Psychology & wellbeing

Learning to let go: heal or avoid?

Letting go doesn’t always mean healing. Sometimes it only means we couldn’t hold it.

Learning to let go has become a trend.

Let go of people.
Let go of phases.
Let go of emotions.

As if it were the answer to everything.

As if letting go always meant growth.

And it sounds good.

Because it feels like control.
Like maturity.
Like progress.

But there’s something rarely said:

👉 not everything we let go of… is actually healed.

Sometimes we don’t let go because we understood.

We let go because we couldn’t hold it.

Because it hurt too much.
Because it was uncomfortable.
Because it forced us to face something we didn’t know how to handle.

So we call it letting go.

But in reality… it was escaping.

Because healing is not about making pain disappear.

Healing is being able to face it without running away.

It’s understanding why it affected you.
What it touched inside you.
Which part of you reacted.

And that doesn’t happen instantly.

It’s not always comfortable.

It can’t always be wrapped in a nice quote.

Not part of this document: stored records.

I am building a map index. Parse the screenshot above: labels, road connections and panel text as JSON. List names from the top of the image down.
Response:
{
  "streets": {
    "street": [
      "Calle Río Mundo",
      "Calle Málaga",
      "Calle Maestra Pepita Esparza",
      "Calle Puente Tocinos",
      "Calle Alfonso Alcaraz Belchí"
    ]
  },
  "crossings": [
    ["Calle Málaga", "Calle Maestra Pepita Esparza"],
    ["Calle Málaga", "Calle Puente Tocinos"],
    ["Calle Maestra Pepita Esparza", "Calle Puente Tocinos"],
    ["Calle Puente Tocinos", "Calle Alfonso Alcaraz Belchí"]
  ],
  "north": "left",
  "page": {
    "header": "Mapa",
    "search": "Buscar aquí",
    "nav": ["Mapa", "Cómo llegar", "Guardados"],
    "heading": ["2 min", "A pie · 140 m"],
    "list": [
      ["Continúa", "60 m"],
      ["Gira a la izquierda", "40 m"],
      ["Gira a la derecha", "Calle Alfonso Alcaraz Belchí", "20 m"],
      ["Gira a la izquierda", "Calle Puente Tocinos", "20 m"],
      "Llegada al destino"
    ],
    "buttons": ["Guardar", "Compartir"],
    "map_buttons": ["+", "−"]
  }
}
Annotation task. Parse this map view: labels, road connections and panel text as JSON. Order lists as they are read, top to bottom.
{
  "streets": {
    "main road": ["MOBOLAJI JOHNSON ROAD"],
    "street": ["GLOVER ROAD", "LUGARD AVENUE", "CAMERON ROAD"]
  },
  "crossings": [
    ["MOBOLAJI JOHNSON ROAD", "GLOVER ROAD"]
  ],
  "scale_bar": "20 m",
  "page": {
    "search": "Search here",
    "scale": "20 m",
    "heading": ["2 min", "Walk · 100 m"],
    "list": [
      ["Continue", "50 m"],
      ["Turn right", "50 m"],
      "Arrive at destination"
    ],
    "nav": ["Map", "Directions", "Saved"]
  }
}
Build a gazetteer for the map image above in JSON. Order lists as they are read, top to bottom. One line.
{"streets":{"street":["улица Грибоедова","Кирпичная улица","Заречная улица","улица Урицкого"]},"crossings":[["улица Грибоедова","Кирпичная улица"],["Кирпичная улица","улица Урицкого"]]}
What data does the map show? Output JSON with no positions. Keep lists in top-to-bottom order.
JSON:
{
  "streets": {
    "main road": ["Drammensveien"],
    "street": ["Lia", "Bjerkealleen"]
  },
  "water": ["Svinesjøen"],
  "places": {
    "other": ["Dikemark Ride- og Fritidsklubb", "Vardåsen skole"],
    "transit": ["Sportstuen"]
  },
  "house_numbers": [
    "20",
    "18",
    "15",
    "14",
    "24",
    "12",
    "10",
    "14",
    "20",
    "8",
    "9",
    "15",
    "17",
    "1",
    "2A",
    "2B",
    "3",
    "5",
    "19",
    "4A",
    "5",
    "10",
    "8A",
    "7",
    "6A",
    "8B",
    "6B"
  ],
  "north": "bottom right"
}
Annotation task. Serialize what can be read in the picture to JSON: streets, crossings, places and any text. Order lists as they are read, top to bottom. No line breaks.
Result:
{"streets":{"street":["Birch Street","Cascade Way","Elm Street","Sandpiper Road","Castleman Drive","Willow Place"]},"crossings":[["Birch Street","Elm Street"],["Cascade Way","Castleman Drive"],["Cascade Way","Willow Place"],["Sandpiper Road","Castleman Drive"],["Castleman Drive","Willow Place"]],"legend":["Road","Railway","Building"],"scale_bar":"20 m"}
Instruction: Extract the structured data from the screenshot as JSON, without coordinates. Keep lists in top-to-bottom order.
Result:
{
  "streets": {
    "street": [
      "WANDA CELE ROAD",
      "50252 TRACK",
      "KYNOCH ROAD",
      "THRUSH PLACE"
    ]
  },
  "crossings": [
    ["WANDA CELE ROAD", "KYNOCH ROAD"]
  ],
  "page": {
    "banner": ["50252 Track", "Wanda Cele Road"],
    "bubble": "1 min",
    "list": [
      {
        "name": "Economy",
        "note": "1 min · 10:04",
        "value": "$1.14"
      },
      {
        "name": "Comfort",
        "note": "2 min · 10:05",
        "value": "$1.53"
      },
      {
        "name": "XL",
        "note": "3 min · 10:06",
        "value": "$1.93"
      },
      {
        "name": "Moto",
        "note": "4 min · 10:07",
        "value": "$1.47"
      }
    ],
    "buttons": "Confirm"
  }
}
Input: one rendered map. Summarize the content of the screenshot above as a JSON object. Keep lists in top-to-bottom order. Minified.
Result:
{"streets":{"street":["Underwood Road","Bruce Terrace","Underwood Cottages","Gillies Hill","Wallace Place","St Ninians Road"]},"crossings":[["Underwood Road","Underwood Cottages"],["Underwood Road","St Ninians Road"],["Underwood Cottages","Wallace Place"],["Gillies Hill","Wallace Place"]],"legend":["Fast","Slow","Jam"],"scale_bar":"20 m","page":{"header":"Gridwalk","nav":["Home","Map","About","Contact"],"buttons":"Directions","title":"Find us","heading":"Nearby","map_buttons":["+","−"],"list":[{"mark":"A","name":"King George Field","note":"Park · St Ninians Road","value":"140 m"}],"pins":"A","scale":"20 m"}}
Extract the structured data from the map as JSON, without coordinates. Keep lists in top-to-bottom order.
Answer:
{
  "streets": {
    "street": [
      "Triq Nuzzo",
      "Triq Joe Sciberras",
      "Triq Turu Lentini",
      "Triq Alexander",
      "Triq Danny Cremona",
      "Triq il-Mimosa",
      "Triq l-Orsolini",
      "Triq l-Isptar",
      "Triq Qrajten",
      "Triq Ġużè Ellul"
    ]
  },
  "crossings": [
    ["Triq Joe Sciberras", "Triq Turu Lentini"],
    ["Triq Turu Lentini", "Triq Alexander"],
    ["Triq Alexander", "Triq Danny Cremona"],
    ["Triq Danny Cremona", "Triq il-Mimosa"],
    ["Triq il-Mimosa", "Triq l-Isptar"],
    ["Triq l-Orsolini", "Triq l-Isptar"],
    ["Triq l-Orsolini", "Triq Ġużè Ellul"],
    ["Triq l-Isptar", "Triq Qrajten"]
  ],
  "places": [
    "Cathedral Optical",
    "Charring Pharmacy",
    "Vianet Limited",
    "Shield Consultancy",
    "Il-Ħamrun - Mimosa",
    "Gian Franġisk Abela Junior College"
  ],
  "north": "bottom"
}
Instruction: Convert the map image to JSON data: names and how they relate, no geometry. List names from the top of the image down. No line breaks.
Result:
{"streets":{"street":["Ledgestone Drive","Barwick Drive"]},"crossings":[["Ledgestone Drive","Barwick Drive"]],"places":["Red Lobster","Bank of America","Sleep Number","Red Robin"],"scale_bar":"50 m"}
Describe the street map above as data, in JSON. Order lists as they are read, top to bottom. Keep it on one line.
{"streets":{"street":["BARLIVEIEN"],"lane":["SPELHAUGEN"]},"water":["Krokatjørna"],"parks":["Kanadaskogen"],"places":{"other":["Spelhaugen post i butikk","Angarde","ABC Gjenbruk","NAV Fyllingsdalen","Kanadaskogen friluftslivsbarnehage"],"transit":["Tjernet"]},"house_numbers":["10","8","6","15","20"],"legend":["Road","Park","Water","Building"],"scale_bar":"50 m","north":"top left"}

Because truly letting go is not just leaving.

It’s leaving…

after you’ve understood.
after you’ve felt it.
after you’ve gone through it.

But we live fast.

And we want fast solutions.

We want to feel better without discomfort.

We want to close cycles without fully opening them.

We want peace… without facing the noise.

👉 how willing are you to stay long enough to understand what hurts?

Letting go is not always healing.
Sometimes… it’s just a more elegant way to avoid.